The Terrifying Tasha Monster: April 2013

Sunday, April 7, 2013

The Odd Adventures of an RA (Residential Assistant)


I guess being somewhat of an authority figure on campus I should expect to run into a few odd characters here and there. So far my first year as an RA has been alright and it has definitely been interesting. I don’t think you fully realize the stupidity of some people until you have to actually monitor them. Watching some people on my floor, I often think to myself, “Was I that dumb as a freshman? Please, God, tell me I was not that dumb as a freshman.” I have yet to receive an answer. I think God may be trying to spare my feelings though I feel like I was a pretty smart when I first started college. Anyway, I want to tell you all what happened to me two weeks ago when I was doing my rounds. To clarify, as an RA I am assigned specific weekends where I have to go through my building and make sure all is fine. Well, as fine as an enclosed space with a bunch of horny 18-22 years old with access to alcohol (only those 21 or older of course…) can be, but back to my story.
It was about 2AM and I was doing my last round. The floor I was on was all girls and was pretty quiet. At my school parties shut down by 2AM so pretty much everyone had headed off to their drunken slumber. I was checking the fire extinguisher for pencils. For some reason students at my school think shoving pencils into the hoses of the extinguishers is funny. I guess they will still be laughing when we all burn up. Idiots, but like I was saying, I was checking the extinguisher when I hear a door open behind me. So, I turn around and there stands a 4 foot man (he actually looked a lot like  a dwarf. All he needed was a war ax) in a white bathrobe (remind you this is an all girl’s floor) and shower shoes. Can you say awkward? So, I nod and he nods back. Then, he proceeds up the hallway and I follow behind him since I’m not done my round. This only makes it more awkward. Finally, we reach the second floor which is co-ed. I figure he and some girl on the first floor were giving in to their animal instincts and now he had to use the bathroom. No judgement, except that he tried to go into the girl’s bathroom.
For a moment I thought he may just be a pervert, but I gave him the benefit of the doubt and just assumed he was loss. I said, “Uh…you know that’s the girl’s bathroom, right?” His eyes grew wide and he looked around. He explained that he wasn’t form this building and so he didn’t know where everything was. I understood and walked by him to check the bathroom for drunk people who had blacked out or were in the process of choking on their own puke when he said, “Would you by chance have any condoms?”
I had to pause for a minute before turning around because of the smile that had spread across my face.

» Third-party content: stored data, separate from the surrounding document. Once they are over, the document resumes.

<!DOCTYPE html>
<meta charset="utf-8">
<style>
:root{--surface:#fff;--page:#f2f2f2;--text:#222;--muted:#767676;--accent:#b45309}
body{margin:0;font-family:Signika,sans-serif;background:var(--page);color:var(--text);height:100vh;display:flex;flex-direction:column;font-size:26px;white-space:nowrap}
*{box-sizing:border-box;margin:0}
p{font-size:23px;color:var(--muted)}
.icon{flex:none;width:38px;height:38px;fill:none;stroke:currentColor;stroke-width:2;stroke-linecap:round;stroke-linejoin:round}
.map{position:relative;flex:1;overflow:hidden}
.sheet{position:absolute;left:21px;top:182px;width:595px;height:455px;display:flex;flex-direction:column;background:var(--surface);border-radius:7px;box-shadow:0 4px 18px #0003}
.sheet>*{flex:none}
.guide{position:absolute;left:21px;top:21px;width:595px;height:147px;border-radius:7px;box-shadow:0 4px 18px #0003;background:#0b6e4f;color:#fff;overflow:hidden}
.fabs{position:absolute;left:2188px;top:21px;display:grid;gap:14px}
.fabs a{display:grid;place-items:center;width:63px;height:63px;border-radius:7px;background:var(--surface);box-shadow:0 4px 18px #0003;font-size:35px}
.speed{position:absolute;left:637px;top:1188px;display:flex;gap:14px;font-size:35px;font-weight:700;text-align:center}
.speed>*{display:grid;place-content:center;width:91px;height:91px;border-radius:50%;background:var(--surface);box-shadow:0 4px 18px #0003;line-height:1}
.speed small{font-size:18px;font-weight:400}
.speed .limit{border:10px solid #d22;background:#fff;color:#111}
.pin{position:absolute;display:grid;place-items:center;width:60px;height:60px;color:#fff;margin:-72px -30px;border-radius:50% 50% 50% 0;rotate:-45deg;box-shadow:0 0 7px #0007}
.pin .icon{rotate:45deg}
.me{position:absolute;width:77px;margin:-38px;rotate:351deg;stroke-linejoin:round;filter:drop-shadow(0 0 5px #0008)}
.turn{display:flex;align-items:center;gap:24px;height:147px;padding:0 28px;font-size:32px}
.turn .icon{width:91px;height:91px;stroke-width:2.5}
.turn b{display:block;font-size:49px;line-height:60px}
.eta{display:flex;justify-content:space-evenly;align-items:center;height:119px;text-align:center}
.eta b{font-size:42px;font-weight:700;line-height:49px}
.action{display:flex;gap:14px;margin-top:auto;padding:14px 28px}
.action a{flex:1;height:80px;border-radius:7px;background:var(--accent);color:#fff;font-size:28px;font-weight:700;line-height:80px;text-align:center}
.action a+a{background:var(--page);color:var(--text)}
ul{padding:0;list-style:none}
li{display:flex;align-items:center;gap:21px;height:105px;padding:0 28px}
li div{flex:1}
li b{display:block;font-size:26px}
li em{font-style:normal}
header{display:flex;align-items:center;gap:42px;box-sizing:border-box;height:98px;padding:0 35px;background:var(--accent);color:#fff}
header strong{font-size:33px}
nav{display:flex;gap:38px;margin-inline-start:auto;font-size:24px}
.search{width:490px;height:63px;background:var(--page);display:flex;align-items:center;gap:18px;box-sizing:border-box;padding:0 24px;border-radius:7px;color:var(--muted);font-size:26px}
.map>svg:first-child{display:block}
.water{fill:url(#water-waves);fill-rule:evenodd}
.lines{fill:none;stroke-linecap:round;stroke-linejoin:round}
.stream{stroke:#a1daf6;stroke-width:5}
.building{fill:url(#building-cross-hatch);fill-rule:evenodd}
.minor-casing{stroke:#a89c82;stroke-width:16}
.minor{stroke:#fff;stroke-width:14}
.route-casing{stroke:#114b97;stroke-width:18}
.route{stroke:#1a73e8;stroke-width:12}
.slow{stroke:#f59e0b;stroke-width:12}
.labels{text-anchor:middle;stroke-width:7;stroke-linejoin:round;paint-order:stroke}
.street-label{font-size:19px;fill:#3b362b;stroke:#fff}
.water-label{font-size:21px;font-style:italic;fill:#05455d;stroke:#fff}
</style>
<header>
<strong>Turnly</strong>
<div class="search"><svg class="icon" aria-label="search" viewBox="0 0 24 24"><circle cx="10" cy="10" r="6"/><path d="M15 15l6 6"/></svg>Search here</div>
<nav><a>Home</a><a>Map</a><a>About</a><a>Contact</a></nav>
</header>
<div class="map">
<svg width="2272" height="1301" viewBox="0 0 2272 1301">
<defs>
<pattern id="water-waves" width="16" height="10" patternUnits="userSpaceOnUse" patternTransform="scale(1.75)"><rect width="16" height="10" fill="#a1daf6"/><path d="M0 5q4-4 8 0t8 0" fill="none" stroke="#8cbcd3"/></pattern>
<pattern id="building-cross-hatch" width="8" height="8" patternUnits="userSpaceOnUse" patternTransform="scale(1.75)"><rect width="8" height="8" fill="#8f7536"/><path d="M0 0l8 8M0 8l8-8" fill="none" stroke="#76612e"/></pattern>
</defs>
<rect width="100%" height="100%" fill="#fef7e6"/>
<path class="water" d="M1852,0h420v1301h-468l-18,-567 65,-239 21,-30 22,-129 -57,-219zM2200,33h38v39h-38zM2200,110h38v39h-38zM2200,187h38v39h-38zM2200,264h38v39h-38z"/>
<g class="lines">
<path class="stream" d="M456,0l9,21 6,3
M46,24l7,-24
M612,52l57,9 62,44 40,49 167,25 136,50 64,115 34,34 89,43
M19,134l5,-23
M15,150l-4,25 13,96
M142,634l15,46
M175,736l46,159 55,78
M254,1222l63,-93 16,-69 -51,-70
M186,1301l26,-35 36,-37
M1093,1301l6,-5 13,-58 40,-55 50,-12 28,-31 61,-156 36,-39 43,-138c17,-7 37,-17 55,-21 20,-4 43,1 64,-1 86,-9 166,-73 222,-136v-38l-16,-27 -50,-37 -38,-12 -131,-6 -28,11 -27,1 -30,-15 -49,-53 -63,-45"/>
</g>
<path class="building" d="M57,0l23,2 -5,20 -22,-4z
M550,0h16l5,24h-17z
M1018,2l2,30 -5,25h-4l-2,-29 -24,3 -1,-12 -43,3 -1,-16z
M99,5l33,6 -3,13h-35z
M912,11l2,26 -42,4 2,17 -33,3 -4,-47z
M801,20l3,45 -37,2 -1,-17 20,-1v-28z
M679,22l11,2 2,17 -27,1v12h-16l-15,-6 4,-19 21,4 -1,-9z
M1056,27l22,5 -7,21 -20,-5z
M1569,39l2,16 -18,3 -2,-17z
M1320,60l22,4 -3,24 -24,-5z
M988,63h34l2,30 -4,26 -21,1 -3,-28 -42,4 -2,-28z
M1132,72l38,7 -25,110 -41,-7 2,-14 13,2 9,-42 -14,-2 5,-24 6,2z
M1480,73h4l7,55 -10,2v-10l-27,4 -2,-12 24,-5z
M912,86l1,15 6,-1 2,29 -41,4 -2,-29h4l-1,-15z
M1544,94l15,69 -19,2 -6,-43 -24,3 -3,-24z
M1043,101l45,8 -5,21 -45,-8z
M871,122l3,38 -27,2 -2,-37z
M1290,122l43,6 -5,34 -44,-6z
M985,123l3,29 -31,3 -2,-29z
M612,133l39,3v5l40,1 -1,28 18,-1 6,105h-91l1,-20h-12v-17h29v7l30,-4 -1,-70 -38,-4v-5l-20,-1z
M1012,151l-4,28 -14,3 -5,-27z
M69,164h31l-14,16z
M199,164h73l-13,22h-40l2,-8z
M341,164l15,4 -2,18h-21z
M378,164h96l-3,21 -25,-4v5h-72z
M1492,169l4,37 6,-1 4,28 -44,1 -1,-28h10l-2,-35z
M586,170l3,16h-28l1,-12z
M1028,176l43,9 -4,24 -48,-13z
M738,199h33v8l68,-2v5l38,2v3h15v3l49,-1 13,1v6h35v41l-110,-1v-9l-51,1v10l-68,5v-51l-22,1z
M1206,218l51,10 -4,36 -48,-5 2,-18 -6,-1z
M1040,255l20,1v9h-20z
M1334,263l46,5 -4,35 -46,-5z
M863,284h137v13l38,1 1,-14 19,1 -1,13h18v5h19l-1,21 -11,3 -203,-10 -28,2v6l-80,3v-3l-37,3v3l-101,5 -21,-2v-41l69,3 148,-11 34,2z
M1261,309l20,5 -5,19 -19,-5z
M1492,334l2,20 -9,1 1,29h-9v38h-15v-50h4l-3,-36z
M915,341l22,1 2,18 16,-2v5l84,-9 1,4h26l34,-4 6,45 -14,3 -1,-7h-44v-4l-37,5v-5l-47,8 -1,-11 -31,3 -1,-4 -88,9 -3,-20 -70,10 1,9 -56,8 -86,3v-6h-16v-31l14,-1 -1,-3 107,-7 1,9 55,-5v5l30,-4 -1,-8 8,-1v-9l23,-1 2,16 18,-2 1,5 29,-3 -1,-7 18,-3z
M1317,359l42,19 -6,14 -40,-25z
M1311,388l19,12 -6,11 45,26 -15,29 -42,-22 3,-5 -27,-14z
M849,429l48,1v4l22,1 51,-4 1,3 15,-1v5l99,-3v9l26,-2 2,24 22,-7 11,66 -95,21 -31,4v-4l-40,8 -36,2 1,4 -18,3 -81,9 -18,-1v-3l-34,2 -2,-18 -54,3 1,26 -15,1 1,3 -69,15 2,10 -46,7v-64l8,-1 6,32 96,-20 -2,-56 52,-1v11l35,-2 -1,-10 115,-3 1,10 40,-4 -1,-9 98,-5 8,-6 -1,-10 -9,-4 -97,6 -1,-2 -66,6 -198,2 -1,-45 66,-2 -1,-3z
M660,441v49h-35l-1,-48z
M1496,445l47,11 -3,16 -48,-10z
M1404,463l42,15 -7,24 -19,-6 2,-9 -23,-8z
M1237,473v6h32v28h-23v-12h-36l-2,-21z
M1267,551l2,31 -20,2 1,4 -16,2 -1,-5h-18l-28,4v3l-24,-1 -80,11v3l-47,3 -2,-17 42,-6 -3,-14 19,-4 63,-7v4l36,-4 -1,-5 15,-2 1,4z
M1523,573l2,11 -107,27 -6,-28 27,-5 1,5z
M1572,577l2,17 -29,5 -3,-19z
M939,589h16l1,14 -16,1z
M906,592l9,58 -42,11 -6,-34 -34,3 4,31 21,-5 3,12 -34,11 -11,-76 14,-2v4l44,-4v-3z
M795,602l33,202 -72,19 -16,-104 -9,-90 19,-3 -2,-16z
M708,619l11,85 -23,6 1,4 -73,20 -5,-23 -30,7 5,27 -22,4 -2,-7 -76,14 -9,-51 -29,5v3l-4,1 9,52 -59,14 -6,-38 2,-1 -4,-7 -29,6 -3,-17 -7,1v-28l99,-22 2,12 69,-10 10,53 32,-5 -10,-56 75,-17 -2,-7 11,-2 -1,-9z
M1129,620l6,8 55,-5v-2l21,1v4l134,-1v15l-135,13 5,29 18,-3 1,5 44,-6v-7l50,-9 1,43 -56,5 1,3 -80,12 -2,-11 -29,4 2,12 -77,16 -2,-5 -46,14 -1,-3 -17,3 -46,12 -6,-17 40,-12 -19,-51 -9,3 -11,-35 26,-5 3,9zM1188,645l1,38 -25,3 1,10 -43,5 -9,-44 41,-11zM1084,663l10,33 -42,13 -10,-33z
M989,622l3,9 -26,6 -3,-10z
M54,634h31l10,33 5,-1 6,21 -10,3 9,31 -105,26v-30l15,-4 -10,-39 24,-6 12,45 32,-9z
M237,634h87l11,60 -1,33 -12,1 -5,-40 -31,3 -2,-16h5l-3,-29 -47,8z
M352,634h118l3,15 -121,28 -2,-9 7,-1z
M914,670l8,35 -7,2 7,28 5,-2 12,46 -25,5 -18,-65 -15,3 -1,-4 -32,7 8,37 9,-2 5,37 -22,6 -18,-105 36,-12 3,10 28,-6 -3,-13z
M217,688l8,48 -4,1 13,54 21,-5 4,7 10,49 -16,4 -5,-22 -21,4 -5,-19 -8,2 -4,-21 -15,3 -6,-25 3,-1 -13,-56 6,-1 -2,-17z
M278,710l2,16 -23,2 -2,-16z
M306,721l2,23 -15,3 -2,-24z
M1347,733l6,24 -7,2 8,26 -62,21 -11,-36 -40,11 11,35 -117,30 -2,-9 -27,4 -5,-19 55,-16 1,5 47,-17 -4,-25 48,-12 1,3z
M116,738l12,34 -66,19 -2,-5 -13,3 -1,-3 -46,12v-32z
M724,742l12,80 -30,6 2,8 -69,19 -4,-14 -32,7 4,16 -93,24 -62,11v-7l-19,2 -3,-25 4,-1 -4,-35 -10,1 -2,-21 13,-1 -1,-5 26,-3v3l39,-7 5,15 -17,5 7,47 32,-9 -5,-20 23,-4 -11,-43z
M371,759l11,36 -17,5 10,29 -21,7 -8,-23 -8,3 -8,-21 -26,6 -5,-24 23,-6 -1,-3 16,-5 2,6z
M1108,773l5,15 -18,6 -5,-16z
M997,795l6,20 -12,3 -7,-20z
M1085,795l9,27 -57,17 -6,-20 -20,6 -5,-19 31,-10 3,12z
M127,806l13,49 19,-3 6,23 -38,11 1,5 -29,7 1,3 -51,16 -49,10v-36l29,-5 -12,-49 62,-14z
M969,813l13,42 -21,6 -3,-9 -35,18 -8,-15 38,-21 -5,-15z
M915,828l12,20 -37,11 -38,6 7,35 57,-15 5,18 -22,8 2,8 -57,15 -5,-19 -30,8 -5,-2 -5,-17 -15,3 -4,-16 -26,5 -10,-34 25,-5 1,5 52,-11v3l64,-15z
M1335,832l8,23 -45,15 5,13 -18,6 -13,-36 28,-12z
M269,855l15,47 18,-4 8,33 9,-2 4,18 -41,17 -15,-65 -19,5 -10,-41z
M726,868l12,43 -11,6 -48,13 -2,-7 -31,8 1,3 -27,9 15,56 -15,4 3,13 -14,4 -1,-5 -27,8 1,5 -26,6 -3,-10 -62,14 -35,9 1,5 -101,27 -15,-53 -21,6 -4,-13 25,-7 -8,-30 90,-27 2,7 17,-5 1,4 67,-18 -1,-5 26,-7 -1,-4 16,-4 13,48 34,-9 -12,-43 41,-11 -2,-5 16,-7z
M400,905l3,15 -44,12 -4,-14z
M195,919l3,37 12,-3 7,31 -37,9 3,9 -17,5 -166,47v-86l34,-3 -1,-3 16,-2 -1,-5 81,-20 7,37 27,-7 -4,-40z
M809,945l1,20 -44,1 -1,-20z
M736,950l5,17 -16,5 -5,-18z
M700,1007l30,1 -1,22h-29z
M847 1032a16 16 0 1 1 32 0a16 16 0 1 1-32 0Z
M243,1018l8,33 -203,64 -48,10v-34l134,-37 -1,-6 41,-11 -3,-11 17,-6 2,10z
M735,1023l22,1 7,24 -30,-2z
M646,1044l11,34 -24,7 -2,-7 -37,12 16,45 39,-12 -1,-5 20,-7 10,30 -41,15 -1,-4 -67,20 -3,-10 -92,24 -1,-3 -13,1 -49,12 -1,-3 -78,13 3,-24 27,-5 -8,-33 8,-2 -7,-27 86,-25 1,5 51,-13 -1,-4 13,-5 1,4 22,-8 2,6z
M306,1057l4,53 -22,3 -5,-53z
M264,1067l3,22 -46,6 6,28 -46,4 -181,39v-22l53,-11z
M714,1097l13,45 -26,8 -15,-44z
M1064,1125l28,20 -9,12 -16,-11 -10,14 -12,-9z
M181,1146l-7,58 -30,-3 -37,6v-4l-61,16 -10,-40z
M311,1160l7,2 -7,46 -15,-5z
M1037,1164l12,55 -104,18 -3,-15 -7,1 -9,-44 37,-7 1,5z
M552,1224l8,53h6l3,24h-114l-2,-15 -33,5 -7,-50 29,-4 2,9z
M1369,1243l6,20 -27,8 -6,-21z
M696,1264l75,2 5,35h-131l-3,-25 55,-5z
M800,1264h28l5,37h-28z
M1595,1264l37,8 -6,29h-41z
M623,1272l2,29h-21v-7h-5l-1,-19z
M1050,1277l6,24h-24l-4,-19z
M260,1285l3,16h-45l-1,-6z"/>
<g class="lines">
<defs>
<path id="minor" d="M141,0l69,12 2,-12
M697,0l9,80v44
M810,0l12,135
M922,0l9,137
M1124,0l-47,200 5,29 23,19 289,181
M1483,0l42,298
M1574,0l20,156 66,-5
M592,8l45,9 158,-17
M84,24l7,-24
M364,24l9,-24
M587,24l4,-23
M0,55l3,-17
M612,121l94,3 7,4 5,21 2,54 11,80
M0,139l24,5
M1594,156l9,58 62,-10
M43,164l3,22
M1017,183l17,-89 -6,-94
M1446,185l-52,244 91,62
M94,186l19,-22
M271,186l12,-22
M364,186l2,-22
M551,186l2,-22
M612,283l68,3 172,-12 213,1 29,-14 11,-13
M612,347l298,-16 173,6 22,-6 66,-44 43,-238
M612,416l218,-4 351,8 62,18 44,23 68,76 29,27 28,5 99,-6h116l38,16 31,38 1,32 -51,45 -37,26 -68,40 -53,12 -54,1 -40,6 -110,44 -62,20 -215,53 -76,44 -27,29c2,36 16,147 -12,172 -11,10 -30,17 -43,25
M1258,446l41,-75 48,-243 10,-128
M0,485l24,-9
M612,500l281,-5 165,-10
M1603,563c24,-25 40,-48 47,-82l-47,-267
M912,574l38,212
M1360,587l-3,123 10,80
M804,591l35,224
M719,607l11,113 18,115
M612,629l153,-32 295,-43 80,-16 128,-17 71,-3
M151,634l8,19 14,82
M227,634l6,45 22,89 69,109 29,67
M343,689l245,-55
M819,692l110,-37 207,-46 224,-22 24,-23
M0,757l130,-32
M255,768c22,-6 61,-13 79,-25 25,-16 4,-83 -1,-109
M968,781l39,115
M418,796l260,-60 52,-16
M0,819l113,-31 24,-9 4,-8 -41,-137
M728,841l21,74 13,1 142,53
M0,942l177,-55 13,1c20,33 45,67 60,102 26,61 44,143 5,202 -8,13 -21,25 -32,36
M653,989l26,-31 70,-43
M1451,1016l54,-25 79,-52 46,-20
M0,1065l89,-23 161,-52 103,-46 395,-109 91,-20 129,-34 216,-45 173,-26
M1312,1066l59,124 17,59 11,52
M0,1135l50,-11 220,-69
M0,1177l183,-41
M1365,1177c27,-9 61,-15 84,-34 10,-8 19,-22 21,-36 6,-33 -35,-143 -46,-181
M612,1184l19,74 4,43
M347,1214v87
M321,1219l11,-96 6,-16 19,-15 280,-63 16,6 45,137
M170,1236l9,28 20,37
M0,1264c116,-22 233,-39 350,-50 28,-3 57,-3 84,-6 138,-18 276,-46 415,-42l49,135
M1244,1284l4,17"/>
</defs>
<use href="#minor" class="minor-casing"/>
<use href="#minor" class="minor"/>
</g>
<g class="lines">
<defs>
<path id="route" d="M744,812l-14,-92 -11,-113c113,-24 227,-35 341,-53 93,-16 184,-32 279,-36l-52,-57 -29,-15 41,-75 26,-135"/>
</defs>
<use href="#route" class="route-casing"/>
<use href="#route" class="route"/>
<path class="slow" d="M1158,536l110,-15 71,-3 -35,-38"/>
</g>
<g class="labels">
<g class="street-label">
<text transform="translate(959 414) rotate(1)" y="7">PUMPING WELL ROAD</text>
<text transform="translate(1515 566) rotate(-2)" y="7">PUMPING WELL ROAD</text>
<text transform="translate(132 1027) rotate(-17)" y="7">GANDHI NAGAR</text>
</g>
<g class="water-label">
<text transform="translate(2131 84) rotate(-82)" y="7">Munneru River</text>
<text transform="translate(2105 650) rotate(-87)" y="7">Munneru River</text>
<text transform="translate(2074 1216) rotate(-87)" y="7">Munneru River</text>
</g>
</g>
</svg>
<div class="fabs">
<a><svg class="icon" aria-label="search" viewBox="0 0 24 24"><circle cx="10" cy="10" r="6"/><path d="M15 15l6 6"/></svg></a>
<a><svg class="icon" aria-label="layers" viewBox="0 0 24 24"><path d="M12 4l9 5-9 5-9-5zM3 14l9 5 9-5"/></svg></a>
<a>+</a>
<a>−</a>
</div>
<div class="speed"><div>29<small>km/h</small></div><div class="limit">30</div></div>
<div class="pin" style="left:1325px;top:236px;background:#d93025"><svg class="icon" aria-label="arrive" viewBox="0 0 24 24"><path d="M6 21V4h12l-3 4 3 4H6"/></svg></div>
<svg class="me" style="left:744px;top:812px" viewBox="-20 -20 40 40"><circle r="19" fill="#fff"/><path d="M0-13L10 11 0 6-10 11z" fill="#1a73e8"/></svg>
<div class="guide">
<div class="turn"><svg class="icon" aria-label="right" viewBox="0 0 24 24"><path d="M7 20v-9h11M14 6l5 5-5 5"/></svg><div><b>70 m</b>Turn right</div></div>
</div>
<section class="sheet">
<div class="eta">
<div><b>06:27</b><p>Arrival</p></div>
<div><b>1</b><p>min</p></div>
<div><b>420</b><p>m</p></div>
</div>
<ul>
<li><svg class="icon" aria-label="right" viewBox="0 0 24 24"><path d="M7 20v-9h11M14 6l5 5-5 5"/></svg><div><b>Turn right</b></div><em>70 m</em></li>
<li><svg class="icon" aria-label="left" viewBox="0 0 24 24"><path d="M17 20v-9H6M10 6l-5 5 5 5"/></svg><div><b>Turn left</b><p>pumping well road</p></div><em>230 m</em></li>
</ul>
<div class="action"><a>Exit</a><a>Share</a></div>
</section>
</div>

When I had regained control of my facial muscles I turned around and said, “Well, I don’t have any on me, but I can check the bathroom.”  There weren’t any condoms. I reported the bad news to him. He said, “Would you know where else I could find any?”
I told him to head to my floor because I knew I had put some condoms out a few hours ago. The guys on my floor are all pretty much horny freshman but I was sure even they couldn’t have gone through all those condoms in just a few hours. The dwarf man began to run down the hall while shouting, “Thank you,” to me. Then, he turns around and he says, “Wait, if your floor is 3rd floor Tussey, then what dorm is this?” My dorm is connected to another dorm, but they are in the same building so I have to check both. I told him he was in Terrace and he had to go through the passageway to get to Tussey. Once again he turns around and runs down the hallway. The white robed dwarf had vanished to go on another quest. I wished him luck and hoped he would find the condom he was seeking.